Study after study has shown that all of us have difficulty recognizing individuals from other racial or ethnic groups, and that the phenomenon, known as the cross-race effect, is even worse for people in a majority population group.
White Americans have trouble recognizing black Americans. White French people have trouble recognizing Arab immigrants. Chinese people have trouble recognizing Japanese people.

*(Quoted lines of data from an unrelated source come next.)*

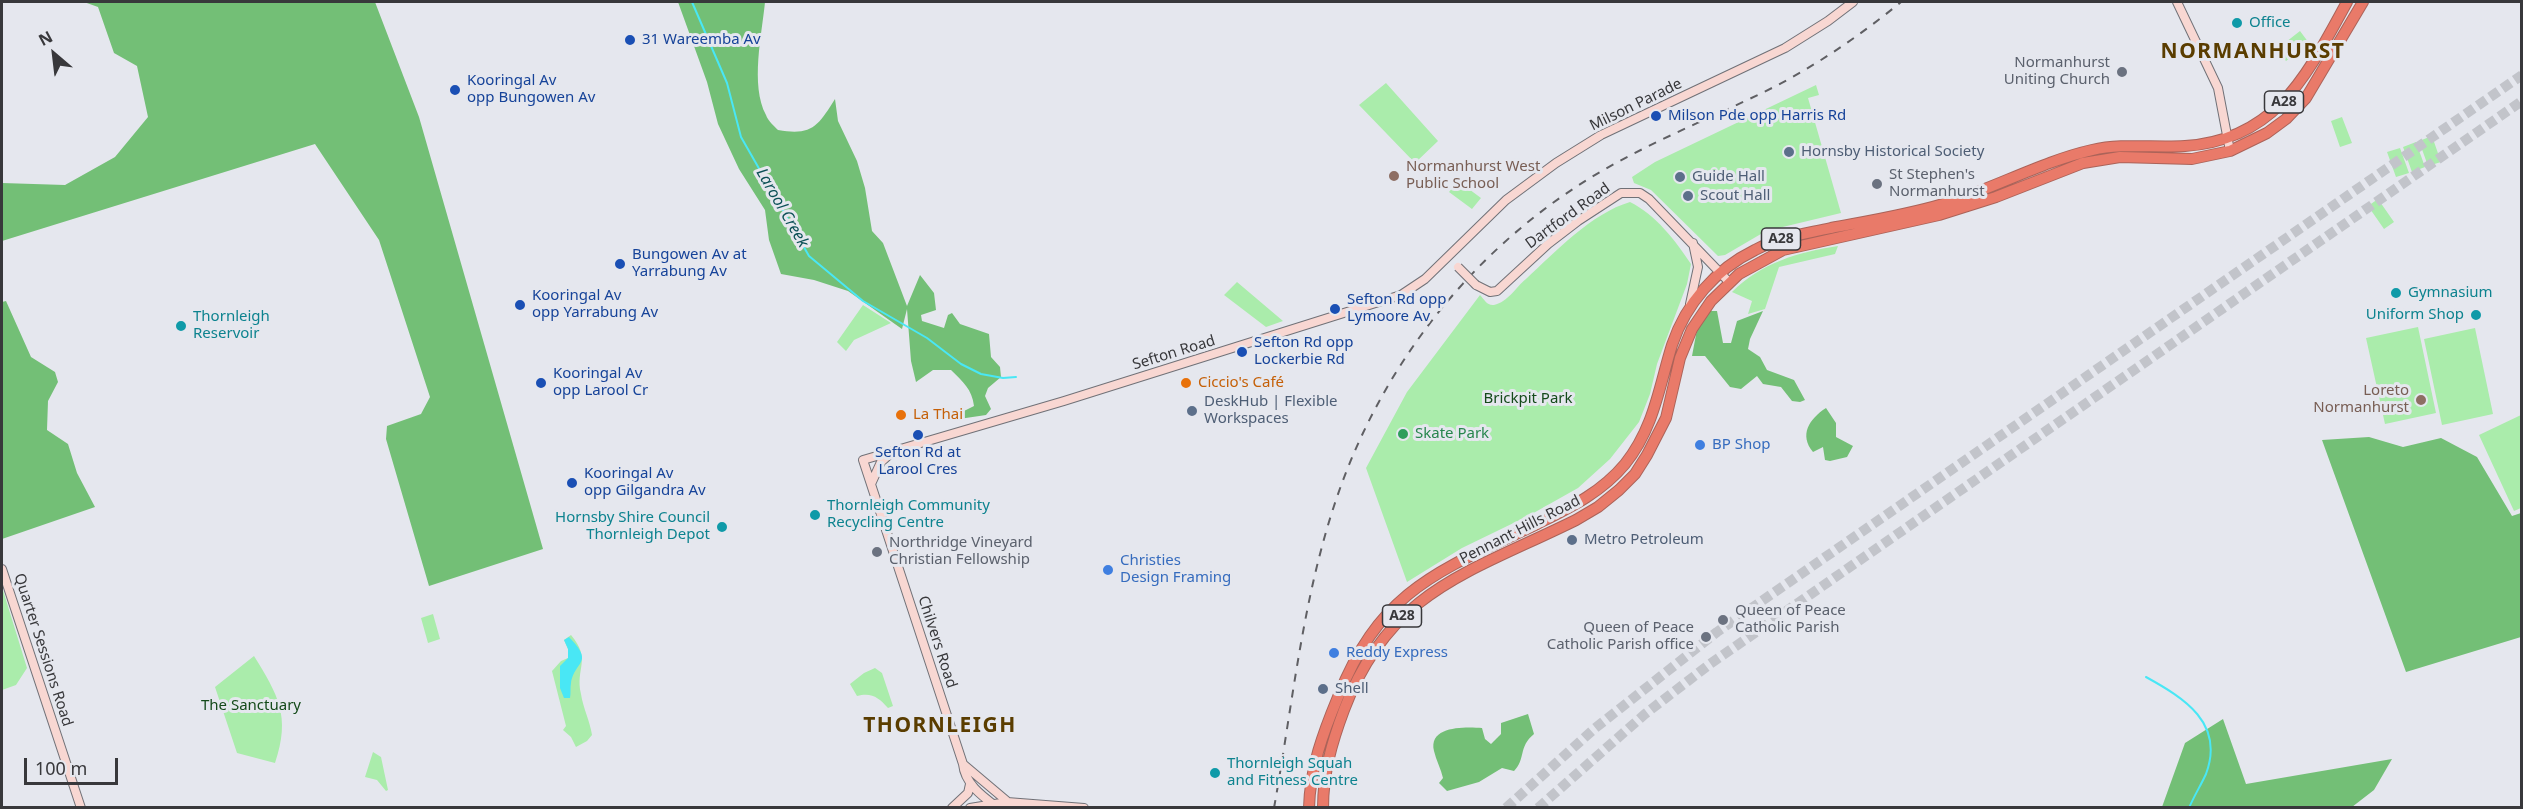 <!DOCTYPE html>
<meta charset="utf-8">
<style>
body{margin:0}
#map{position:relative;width:2523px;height:809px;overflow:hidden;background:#e5e7ee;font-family:"Noto Sans",sans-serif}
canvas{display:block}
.frame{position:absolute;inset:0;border:3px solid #38383b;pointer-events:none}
.north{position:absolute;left:24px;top:24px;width:60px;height:60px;-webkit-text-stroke:4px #e5e7ee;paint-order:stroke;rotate:332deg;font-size:16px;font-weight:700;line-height:24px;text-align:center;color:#38383b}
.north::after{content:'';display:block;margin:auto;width:21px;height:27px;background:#38383b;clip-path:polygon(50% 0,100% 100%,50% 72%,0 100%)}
.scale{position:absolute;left:24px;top:758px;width:94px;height:27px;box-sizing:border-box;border:3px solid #38383b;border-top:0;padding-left:8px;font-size:18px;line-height:21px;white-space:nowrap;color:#38383b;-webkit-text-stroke:4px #e5e7ee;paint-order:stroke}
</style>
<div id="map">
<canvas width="2523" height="809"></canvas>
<div class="frame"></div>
<div class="north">N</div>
<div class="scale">100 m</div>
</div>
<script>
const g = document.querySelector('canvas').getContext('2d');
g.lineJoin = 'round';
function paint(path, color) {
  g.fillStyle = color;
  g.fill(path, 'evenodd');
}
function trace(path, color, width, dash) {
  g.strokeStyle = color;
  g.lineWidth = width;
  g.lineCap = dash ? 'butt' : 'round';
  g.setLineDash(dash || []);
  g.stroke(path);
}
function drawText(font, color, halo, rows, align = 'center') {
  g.font = font + ' "Noto Sans",sans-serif';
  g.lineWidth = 6;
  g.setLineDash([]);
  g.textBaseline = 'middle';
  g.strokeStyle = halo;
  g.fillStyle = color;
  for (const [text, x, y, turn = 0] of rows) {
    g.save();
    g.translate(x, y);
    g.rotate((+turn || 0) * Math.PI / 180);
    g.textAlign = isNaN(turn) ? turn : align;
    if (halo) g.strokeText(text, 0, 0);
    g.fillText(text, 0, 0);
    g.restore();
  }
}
paint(new Path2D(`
 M2300 31 2309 43 2286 61 2277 49Z
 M1386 83 1438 141 1415 163 1359 105Z
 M1816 85 1819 95 1808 98 1841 213 1766 231 1725 255 1718 256 1651 190 1634 183 1632 177 1655 162Z
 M2342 117 2352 143 2340 147 2331 121Z
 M2432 136 2441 162 2428 166 2419 141Z
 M2416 142 2425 167 2412 172 2403 147Z
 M2400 148 2409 173 2396 177 2387 152Z
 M1458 181 1481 198 1472 209 1449 192Z
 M2378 199 2394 222 2384 229 2368 206Z
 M1630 202C1656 215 1675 240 1691 264L1687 284 1657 364 1650 394 1639 422 1610 459 1578 488 1530 515 1462 548 1407 582 1366 468 1407 392 1480 295C1484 299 1487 306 1494 305 1508 302 1516 287 1526 279 1555 252 1592 213 1630 202Z
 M1838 246 1835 254 1779 267 1765 309 1748 314 1752 301 1732 292C1761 263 1798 252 1838 246Z
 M1237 282 1283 321 1266 327 1224 295Z
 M863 305 891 323 854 340 846 351 837 342Z
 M2418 327 2436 413 2385 424 2366 338Z
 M2475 328 2493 414 2442 425 2424 339Z
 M2521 415V508L2514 511 2479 435Z
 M2 587 27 668 16 685 2 690Z
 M433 614 440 639 428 643 421 618Z
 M571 635C592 660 575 668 581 694 583 708 590 721 592 735L587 741 576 747 571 737 563 730 566 726 552 671 561 661 568 658V649L564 640Z
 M254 656C278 695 291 716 275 763L237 753 215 687Z
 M875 668 882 673 893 706 888 708C879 698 872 692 857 696L850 684 864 673Z
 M373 752 381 757 388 790 386 791 377 780 365 777Z`), '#aaecab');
paint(new Path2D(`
 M84 2H375L419 117 543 549 429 586 386 439 387 426 421 414 430 397 379 240 315 144 2 241V183L65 185 115 157 148 117 137 66 114 53 98 7Z
 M678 2H765C762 34 750 85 766 115 768 121 774 126 778 130 812 136 818 126 835 99L838 121 857 161 865 188 872 231 883 243 907 306 920 275 934 293 936 310 921 315 922 321 944 328 948 315 952 313 960 324 989 334 991 357 1000 367 1001 377 988 388 985 396 991 409 986 415 959 419 962 412 974 406C972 389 963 382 951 370H933L916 382 911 361 907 309 902 329 848 291 814 280 781 274 769 240 765 210 739 169 718 124 707 82Z
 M6 301 31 357 55 372 58 382 48 401 47 430 68 444 77 473 95 507 2 539V302Z
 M1709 311H1717L1723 343H1731L1737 321 1763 311 1750 339 1748 349 1760 357 1767 370 1794 380 1805 400 1800 402 1792 401 1781 387 1763 384 1757 376 1741 389 1730 387 1705 356H1692L1698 324Z
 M1826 408 1836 423V437L1853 446 1847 457 1830 461 1825 460 1823 447 1813 452C1799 435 1809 419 1826 408Z
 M2369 437 2403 447 2441 438 2477 457 2512 516 2521 513V637L2406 672 2322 440Z
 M1528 714 1534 734C1518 747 1526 759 1514 771L1502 768 1479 782 1447 791 1439 783 1443 778C1441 769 1436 760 1434 751 1428 725 1467 727 1482 728L1485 739 1491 744 1501 734V723Z
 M2223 719 2246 784 2392 759 2374 790 2352 807H2162L2185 743Z`), '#73bf76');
paint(new Path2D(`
 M569 637C595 664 575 660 571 683 570 688 571 693 570 698H564L560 688V666L568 658V649L564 640Z`), '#49e7f5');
trace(new Path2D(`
 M692 2 727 83 741 137 809 256 863 301 927 338 961 364 981 374 1003 378 1016 377
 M2146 677C2184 698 2225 723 2206 774 2201 785 2194 796 2189 808`), '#49e7f5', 2);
trace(new Path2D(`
 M1506 808 1594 729 1717 632 2522 75
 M1538 808 1645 714 1710 664 2522 101`), '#c2c4ca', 10, [10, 5]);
const secondary = new Path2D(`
 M2177 2 2218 88 2230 151
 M1476 285 1490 292 1497 291 1548 244 1578 221 1621 193H1640L1649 199 1729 282
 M1690 304 1698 267 1693 243
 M871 484 881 462 891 453
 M2 569 81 808
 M963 764 1008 802
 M952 808 968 793 970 784
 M970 808 1007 802 1084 808
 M998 808C982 796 965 784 963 764L863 460 1064 401 1401 295 1425 279 1506 200 1556 163 1601 135 1785 48 1828 21 1853 2`);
const highway = new Path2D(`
 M1309 808C1310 768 1323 733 1338 697 1381 589 1439 571 1537 524 1569 508 1601 493 1625 464 1654 428 1659 387 1672 345 1686 303 1716 269 1755 250 1779 237 1805 234 1831 228 1868 221 1906 215 1943 204 1993 189 2043 161 2092 150 2122 143 2154 148 2185 146 2277 140 2308 73 2347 2
 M1323 808C1323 773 1332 742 1344 710 1389 590 1471 572 1576 520L1598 507 1619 490 1635 474 1647 455 1666 418 1680 358 1692 329 1711 301 1739 274 1783 250 1939 215 1996 197 2083 163 2120 157 2192 159 2230 151 2267 133 2286 119 2306 98 2363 2`);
trace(secondary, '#707177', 10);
trace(highway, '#ab6359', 12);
trace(secondary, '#f8d7d2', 8);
trace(highway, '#e97a69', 10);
trace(new Path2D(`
 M1274 808C1292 708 1302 603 1334 506 1381 361 1482 236 1616 163 1667 135 1722 113 1774 87 1820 63 1862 34 1901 2`), '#5f5f63', 2, [8, 8]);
const secondaryBridge = new Path2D(`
 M1458 267 1476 285`);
trace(secondaryBridge, '#707177', 10, []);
trace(secondaryBridge, '#f8d7d2', 8);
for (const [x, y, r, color] of [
 [2237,23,6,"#0f9aa8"],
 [630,40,6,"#1a4fb4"],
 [2122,72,6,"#6b7280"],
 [455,90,6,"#1a4fb4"],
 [1656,116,6,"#1a4fb4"],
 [1789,152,6,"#5c6f8a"],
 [1394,176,6,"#8d6e63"],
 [1680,177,6,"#5c6f8a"],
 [1877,184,6,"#6b7280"],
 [1688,196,6,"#5c6f8a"],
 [620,264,6,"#1a4fb4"],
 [2396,293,6,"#0f9aa8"],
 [520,305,6,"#1a4fb4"],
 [1335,309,6,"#1a4fb4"],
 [2476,315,6,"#0f9aa8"],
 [181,326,6,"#0f9aa8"],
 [1242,352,6,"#1a4fb4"],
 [541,383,6,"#1a4fb4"],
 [1186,383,6,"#e8710a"],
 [2421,400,6,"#8d6e63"],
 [1192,411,6,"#5c6f8a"],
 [901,415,6,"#e8710a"],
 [1403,434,6,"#2e9e5b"],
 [918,435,6,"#1a4fb4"],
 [1700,445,6,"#3f7fe0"],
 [572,483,6,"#1a4fb4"],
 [815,515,6,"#0f9aa8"],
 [722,527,6,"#0f9aa8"],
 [1572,540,6,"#5c6f8a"],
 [877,552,6,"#6b7280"],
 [1108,570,6,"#3f7fe0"],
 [1723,620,6,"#6b7280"],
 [1706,637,6,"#6b7280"],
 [1334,653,6,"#3f7fe0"],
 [1323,689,6,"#5c6f8a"],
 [1215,773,6,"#0f9aa8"]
]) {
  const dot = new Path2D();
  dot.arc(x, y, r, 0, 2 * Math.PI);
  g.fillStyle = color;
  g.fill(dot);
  trace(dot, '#e5e7ee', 2);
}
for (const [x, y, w] of [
 [2284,102,39],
 [1781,239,39],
 [1402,616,39]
]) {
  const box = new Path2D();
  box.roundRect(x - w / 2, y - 11, w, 22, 4.5);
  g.fillStyle = '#e5e7ee';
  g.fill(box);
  trace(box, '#38383b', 1.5);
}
drawText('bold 14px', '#38383b', null, [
 ["A28",2284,102],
 ["A28",1781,239],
 ["A28",1402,616]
]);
drawText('15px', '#0d838f', '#e5e7ee', [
 ["Office",2249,23],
 ["Gymnasium",2408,293],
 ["Uniform Shop",2464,315,"right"],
 ["Thornleigh",193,317],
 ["Reservoir",193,334],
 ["Thornleigh Community",827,506],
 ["Recycling Centre",827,523],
 ["Hornsby Shire Council",710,518,"right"],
 ["Thornleigh Depot",710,535,"right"],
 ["Thornleigh Squah",1227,764],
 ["and Fitness Centre",1227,781]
], 'left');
drawText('15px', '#164399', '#e5e7ee', [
 ["31 Wareemba Av",642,40],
 ["Kooringal Av",467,81],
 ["opp Bungowen Av",467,98],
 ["Milson Pde opp Harris Rd",1668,116],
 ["Bungowen Av at",632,255],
 ["Yarrabung Av",632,272],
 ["Kooringal Av",532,296],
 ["opp Yarrabung Av",532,313],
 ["Sefton Rd opp",1347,300],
 ["Lymoore Av",1347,317],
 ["Sefton Rd opp",1254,343],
 ["Lockerbie Rd",1254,360],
 ["Kooringal Av",553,374],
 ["opp Larool Cr",553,391],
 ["Sefton Rd at",918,453,"center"],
 ["Larool Cres",918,470,"center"],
 ["Kooringal Av",584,474],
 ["opp Gilgandra Av",584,491]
], 'left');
drawText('15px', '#5b616d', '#e5e7ee', [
 ["Normanhurst",2110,63,"right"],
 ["Uniting Church",2110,80,"right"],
 ["St Stephen's",1889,175],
 ["Normanhurst",1889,192],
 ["Northridge Vineyard",889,543],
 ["Christian Fellowship",889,560],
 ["Queen of Peace",1735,611],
 ["Catholic Parish",1735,628],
 ["Queen of Peace",1694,628,"right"],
 ["Catholic Parish office",1694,645,"right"]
], 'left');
drawText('15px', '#38383b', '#e5e7ee', [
 ["Milson Parade",1636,105,-26],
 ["Dartford Road",1568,216,-36],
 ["Sefton Road",1174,353,-17],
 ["Pennant Hills Road",1520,530,-27],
 ["Chilvers Road",937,642,72],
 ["Quarter Sessions Road",43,650,72]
]);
drawText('15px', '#4e5e75', '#e5e7ee', [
 ["Hornsby Historical Society",1801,152],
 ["Guide Hall",1692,177],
 ["Scout Hall",1700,196],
 ["DeskHub | Flexible",1204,402],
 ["Workspaces",1204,419],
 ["Metro Petroleum",1584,540],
 ["Shell",1335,689]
], 'left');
drawText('15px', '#785e54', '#e5e7ee', [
 ["Normanhurst West",1406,167],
 ["Public School",1406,184],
 ["Loreto",2409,391,"right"],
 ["Normanhurst",2409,408,"right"]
], 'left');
drawText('15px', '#c56008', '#e5e7ee', [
 ["Ciccio's Café",1198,383],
 ["La Thai",913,415]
], 'left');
drawText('15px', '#144a1a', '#e5e7ee', [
 ["Brickpit Park",1528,399],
 ["The Sanctuary",251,706]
]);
drawText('15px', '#27864d', '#e5e7ee', [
 ["Skate Park",1415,434]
], 'left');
drawText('15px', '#366cbe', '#e5e7ee', [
 ["BP Shop",1712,445],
 ["Christies",1120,561],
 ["Design Framing",1120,578],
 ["Reddy Express",1346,653]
], 'left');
drawText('italic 16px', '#0c5157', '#e5e7ee', [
 ["Larool Creek",782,208,60]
]);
g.letterSpacing = '1.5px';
drawText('bold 21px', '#5a3d00', '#e5e7ee', [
 ["NORMANHURST",2253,52],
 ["THORNLEIGH",940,726]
]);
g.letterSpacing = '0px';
</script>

While most experts believe that the cross-race effect is a natural part of human development, that doesn’t make it any less of a problem in the criminal justice system, says Christian Meissner of the National Science Foundation. U.S. courts rely more heavily on eyewitness identifications to convict defendants than in several other nations, he said, and “we also know that whites are overrepresented as victims and witnesses and blacks are overrepresented as defendants” in criminal cases. While racial prejudice is not the driving force in our struggle to recognize faces outside our own group, the cross-race phenomenon “is often the start of a process that leads to wrongful conviction,” he said. “What happens is, a witness identifies a suspect. The suspect then becomes the culprit. The police stop gathering information on any other possible suspects. Then, the officer goes to a forensic scientist and says, ‘I have a suspect; I know it’s my guy, but I need the evidence to go with it.’ And finally, he has the suspect come in and he interrogates him in ways that too often lead to a false confession.”